(Dataset entries)
──────────────────────────────

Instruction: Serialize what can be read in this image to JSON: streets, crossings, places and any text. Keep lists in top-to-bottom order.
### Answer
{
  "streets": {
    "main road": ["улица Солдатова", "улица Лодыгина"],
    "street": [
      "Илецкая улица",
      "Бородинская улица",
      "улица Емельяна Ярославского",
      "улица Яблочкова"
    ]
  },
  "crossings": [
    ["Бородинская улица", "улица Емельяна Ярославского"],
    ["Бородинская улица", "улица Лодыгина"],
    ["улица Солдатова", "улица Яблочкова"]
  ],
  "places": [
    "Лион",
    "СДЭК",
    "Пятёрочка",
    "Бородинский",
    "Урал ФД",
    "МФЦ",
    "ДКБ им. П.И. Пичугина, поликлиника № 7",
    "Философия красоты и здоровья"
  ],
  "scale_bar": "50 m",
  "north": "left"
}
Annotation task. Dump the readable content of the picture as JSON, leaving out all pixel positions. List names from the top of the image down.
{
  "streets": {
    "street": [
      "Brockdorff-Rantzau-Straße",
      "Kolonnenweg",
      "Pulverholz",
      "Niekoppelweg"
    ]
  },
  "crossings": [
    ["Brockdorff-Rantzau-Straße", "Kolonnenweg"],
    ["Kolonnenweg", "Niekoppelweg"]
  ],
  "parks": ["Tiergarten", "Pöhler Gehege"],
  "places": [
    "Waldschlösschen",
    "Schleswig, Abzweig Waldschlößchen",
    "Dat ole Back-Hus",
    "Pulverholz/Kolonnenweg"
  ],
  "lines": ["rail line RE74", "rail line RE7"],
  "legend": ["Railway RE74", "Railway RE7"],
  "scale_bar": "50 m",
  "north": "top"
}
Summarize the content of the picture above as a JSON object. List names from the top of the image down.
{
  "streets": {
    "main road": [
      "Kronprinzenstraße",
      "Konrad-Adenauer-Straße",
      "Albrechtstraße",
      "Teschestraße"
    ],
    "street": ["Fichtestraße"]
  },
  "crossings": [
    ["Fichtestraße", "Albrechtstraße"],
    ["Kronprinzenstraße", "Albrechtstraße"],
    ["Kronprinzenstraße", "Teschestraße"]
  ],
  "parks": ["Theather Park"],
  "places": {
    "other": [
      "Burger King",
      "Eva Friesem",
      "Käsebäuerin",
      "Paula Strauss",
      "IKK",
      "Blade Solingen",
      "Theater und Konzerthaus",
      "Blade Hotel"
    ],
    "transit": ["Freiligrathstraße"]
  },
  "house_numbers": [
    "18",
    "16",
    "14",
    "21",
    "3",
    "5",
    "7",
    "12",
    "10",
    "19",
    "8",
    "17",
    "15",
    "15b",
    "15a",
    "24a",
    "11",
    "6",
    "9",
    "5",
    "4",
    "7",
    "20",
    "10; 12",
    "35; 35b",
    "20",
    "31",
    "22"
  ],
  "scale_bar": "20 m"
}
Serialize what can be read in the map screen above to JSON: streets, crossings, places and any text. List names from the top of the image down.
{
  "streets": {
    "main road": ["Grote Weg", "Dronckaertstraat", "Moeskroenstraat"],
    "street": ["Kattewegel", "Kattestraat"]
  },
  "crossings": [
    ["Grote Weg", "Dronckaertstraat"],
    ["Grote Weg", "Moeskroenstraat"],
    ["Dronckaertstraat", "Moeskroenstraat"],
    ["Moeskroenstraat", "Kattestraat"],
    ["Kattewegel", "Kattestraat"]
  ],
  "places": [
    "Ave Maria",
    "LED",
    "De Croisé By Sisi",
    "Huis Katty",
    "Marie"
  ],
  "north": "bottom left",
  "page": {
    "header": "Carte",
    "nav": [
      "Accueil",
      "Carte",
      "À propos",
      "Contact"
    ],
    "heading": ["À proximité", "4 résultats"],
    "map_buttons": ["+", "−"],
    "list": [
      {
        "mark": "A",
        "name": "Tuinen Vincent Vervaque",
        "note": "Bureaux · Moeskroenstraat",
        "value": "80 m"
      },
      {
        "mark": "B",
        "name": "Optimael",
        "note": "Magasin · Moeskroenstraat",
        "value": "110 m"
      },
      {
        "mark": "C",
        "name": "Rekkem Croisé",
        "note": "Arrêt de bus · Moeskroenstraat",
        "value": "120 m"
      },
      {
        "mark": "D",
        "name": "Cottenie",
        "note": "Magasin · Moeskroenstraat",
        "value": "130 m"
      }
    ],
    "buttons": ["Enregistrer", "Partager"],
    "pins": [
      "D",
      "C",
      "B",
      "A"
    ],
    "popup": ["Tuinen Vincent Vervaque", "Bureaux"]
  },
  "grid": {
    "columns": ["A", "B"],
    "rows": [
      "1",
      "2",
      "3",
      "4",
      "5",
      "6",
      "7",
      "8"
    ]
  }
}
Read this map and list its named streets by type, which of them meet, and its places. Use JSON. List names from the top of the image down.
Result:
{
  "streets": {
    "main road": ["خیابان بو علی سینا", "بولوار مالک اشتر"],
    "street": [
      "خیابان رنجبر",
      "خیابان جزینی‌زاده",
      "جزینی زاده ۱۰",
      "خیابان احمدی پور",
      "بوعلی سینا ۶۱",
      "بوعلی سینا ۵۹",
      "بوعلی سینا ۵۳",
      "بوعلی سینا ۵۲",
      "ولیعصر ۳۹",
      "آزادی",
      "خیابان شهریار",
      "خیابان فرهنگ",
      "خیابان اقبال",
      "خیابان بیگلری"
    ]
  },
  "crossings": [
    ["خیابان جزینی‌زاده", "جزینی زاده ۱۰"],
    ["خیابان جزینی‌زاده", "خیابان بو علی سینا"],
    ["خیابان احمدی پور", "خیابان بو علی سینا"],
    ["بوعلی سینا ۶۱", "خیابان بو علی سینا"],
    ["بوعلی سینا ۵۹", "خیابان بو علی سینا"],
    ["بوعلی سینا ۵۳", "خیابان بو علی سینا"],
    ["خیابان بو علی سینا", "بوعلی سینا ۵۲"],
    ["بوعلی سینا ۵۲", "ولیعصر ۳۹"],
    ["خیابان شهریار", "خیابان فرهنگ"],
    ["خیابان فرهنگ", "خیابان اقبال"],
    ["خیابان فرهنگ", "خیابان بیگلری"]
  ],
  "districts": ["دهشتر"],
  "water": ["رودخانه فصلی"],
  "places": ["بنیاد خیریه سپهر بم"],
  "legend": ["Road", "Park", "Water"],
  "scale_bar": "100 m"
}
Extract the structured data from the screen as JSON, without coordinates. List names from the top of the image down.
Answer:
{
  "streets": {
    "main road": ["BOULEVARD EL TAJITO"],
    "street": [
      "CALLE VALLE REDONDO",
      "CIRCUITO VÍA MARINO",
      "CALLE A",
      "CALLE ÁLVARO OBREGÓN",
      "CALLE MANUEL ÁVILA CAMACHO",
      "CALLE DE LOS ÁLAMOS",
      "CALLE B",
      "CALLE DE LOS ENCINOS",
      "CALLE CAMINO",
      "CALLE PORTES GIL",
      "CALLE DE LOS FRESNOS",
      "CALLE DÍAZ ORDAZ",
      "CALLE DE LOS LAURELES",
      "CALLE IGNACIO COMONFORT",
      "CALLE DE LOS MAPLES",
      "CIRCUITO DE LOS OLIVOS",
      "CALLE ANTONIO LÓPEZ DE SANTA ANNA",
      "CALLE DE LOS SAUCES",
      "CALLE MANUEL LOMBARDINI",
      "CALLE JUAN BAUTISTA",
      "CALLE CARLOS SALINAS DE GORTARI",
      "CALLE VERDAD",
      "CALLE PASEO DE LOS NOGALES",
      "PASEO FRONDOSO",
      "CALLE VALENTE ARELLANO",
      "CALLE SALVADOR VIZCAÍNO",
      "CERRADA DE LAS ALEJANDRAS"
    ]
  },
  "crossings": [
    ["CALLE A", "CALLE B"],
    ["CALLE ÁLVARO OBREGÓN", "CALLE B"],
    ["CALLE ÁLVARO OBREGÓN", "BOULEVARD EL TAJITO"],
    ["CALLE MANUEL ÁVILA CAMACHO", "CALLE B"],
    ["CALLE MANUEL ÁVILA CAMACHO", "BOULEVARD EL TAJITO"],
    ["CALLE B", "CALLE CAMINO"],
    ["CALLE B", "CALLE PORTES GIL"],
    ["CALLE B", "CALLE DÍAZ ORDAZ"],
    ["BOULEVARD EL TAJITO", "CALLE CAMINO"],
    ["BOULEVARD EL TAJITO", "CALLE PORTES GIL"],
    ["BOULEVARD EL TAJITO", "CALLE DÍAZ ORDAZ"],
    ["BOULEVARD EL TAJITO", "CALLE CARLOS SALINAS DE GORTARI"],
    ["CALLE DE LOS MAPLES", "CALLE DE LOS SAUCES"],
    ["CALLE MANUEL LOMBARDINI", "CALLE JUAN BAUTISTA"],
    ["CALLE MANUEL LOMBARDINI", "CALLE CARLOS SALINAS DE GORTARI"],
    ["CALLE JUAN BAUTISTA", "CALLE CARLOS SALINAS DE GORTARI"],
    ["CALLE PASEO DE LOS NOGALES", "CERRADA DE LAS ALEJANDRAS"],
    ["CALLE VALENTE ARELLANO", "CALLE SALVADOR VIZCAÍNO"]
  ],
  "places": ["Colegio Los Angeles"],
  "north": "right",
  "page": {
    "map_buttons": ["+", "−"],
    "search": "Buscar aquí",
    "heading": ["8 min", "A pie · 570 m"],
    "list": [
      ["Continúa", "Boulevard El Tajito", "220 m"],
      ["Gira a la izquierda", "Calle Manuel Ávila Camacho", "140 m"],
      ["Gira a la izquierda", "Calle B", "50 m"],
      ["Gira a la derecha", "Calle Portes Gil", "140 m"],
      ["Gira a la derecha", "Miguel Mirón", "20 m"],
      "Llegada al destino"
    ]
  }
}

──────────────────────────────

TASK DESCRIPTION: State how many lines in the entries hold the word "what", giving the number alone.

ANSWER TO THIS PROBLEM: 2